The first half of the show ended as their new mashup of “Time Zones,” “Please Remain Seated,” “Decimal,” “History Of Modern [Parts III, IV]” and the melody of “The Right Side” played before the closing “Of All The Things We’ve Made.” Though it had veered all over the map as compared the the album it was taken from, the concert that night ended the same way as the album; with the plaintive melancholy of the song that had originally been a B-side to “Joan Of Arc [Maid Of Orleans]” single in 1981.

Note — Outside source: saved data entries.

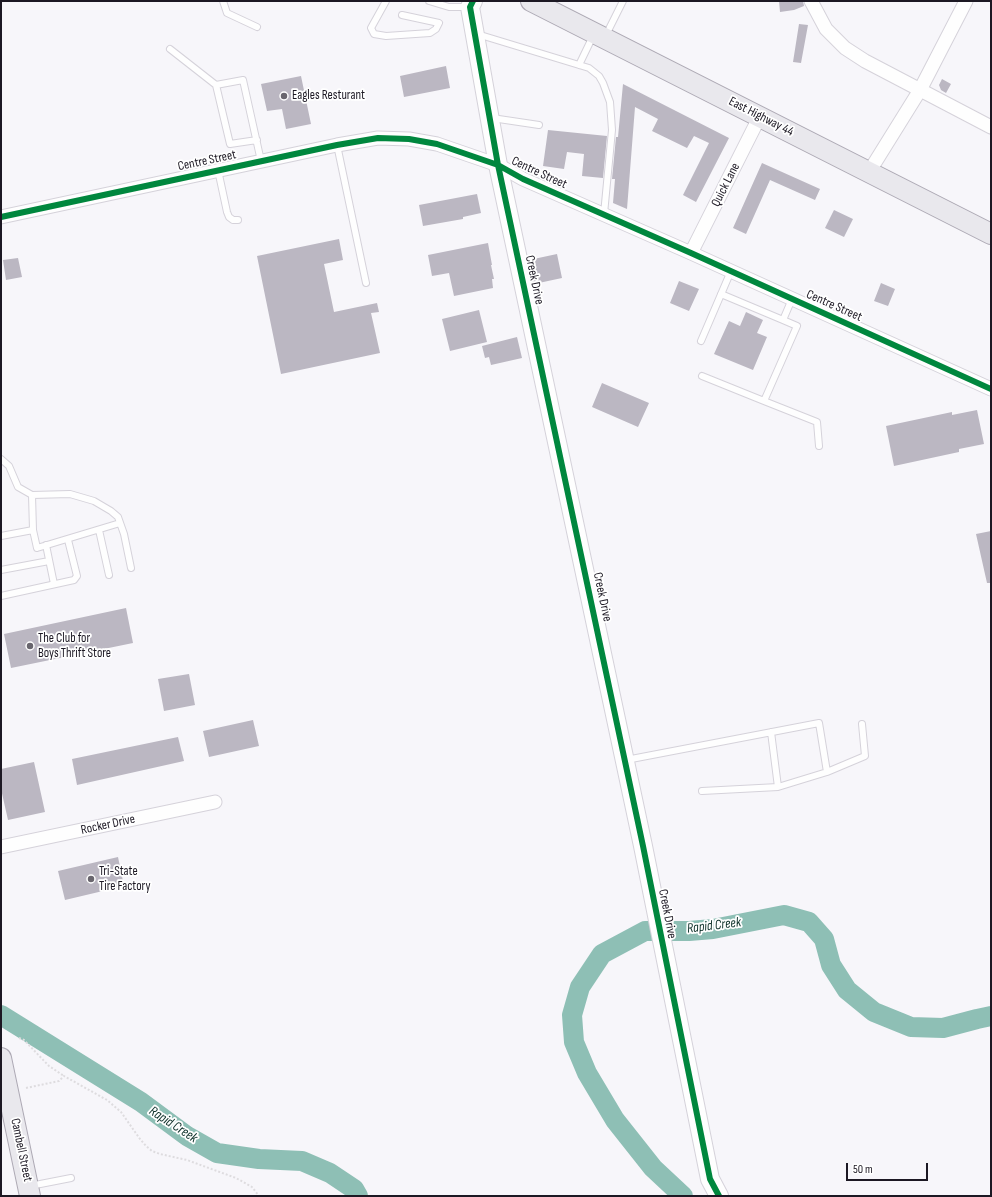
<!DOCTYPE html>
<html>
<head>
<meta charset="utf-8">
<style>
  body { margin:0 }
  #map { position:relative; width:992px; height:1197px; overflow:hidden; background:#f7f6fa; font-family:"Sofia Sans Condensed",sans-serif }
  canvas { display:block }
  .frame { position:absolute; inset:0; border:2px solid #1c1823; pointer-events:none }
  .scale { position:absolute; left:846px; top:1163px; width:82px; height:18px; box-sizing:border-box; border:2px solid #1c1823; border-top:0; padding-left:5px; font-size:12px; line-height:14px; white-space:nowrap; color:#1c1823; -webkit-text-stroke:3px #fff; paint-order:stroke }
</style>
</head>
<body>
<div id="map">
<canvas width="992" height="1197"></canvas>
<div class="frame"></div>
<div class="scale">50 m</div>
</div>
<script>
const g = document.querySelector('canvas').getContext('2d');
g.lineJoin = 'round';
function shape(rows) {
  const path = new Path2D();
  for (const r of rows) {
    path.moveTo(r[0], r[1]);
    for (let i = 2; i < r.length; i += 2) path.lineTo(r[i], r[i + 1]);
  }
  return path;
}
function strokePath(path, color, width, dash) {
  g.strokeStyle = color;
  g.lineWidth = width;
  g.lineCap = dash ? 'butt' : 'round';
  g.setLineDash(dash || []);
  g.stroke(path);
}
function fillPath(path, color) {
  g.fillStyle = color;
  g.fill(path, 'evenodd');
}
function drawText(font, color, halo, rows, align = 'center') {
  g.font = font + ' "Sofia Sans Condensed",sans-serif';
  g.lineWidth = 3.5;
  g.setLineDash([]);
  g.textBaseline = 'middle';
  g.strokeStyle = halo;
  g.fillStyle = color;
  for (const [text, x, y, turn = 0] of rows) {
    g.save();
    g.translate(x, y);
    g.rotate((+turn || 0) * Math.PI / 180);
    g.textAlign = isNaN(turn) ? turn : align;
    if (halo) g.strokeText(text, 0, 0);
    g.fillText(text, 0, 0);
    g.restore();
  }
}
const river = shape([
  [1,1015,141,1102,187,1136,217,1153,259,1159,302,1161,330,1173,354,1189,358,1196],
  [683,1196,653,1168,615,1120,587,1073,574,1042,572,1015,580,987,602,954,645,931,689,931,713,929,784,915,809,922,824,939,831,965,847,990,874,1012,911,1027,943,1028,977,1019,991,1016]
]);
const building = shape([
  [779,1,803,1,804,6,794,10,780,12],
  [799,24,808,25,801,63,793,62],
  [446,66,450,88,404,97,400,76],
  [301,76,311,124,286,129,282,109,267,111,261,84],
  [942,79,951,84,946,93,941,90,939,85],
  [623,84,729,138,696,202,683,195,709,143,694,136,687,148,652,131,658,119,635,107,627,209,613,203,615,179,612,179,616,137,618,137],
  [548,130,607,136,603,178,582,176,584,154,567,152,564,169,543,166],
  [762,163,820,189,815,200,770,180,746,234,733,228],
  [477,194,481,213,463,217,463,219,423,226,419,205],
  [834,210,853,219,844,237,825,228],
  [339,239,343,260,324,264,334,312,377,303,379,312,371,313,380,353,281,374,257,256],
  [488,243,492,265,491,265,494,279,492,279,493,288,454,296,449,273,432,276,428,255],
  [557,254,562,278,534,284,529,260],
  [18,258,22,277,6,280,3,260],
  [679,281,699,289,689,311,670,303],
  [881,283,895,289,888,306,874,301],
  [479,310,487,342,450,351,442,319],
  [746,312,763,320,757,333,767,337,753,370,714,354,729,321,740,326],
  [517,337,522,358,491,365,489,357,485,358,482,346],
  [602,383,649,403,638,427,592,407],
  [977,410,984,444,959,449,959,452,894,466,886,426,952,412,952,415],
  [991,531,991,583,987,583,976,534],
  [126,608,133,643,11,668,4,634],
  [189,674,195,705,164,711,158,679],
  [253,720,259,746,209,757,203,731],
  [178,737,184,761,77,785,72,759],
  [34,762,45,812,8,820,1,789,1,769],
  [118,857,124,886,65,900,58,871]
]);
const path = shape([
  [19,1038,24,1040,49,1066,64,1076],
  [26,1088,59,1081,64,1076,107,1100,121,1112,140,1139,146,1146,152,1151,160,1154,187,1160,236,1178,252,1187,259,1196]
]);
const lane = shape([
  [223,1,227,13,257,27],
  [386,1,371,28,374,34,386,36,430,33,436,29,439,23,402,15],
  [429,1,449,7,468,7],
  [477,34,589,68,599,76,603,83,610,102,612,130,604,214],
  [606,35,623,1],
  [170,49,216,85,243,80,261,161],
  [579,65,593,36],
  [216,85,230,144,257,140],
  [492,118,539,125],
  [337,145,366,283],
  [218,170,227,212,229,217,233,220,238,220],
  [721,294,783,320,792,299],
  [701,341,731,271],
  [702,376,764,401,797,326,783,320],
  [764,401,817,422,819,446],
  [1,459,9,466,18,487,32,495,70,494,94,501,111,511,118,517,124,534,131,568],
  [32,495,33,530,37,548,120,523],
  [99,530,109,575],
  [1,536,33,530],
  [46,545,54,584],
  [1,570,49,561],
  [1,596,74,580,77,576,68,540],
  [771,732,778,787],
  [626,760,819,723,827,772],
  [702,791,778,787,827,772,865,756,862,724],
  [30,1186,71,1178]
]);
const street = shape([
  [811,1,826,29,845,48,865,61,991,127],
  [869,172,920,90,966,1],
  [1,217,337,145,378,138,409,139,437,144,498,165,523,179,691,253,991,389],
  [691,253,760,116],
  [1,847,215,802]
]);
const secondary = shape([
  [473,1,470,7,498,165,643,846,710,1179,719,1196]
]);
const primary = shape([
  [531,1,991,234],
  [1,1058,30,1196]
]);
const cycleway = shape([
  [473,1,470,7,498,165,643,846,710,1179,719,1196],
  [1,217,337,145,378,138,409,139,437,144,498,165,523,179,691,253,991,389]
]);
const markers = [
  [284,96,4,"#69666e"],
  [30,646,4,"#69666e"],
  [91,879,4,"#69666e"]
];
const poiNames = [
  ["Eagles Resturant",292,96],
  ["The Club for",38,639],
  ["Boys Thrift Store",38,654],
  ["Tri-State",99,872],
  ["Tire Factory",99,887]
];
const streetNames = [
  ["East Highway 44",761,117,27],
  ["Centre Street",207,161,-12],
  ["Centre Street",539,173,25],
  ["Quick Lane",726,185,-63],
  ["Creek Drive",534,280,78],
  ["Centre Street",834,306,24],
  ["Creek Drive",602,597,78],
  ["Rocker Drive",108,825,-12],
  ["Creek Drive",667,914,79],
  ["Cambell Street",21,1150,78]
];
const waterNames = [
  ["Rapid Creek",714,926,-7],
  ["Rapid Creek",173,1125,33]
];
strokePath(river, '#8ebfb5', 20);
fillPath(building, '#bbb7c2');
strokePath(lane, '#d5d2da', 8);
strokePath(street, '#d5d2da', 15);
strokePath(secondary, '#d5d2da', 20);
strokePath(primary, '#ada9b4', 22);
strokePath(path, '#dedcdf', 2, [2, 2]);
strokePath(lane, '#fefefe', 6);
strokePath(street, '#fefefe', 13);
strokePath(secondary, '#fefefe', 18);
strokePath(primary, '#e9e8ed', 20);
strokePath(cycleway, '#00873e', 6);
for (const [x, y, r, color] of markers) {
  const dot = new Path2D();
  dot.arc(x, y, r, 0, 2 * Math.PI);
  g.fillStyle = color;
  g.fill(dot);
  strokePath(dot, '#fff', 1.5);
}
drawText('13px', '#1c1823', '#fff', poiNames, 'left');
drawText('13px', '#1c1823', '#fff', streetNames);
drawText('italic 14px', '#0f322b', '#fff', waterNames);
</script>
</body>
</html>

They then played one of the two B-sides from the period with “4-Neu,” before letting the audience know that since the first album played was brief, they would follow it with some tracks from their debut album that they didn’t normally play live. Yes, even I heard the shouts of “Red Frame/White Light” from guys in the audience, but that [sadly] didn’t happen. Instead “Julia’s Song” got a robust run through and then the awesome “Almost” got an airing. Perhaps leapfrogging even “Red Frame/White Light” in its desirability. I can’t say I have ever heard this one live before. Only after that did they play the foundational “Messages” before leaving the audience for a break before beginning the second set of the night’s show.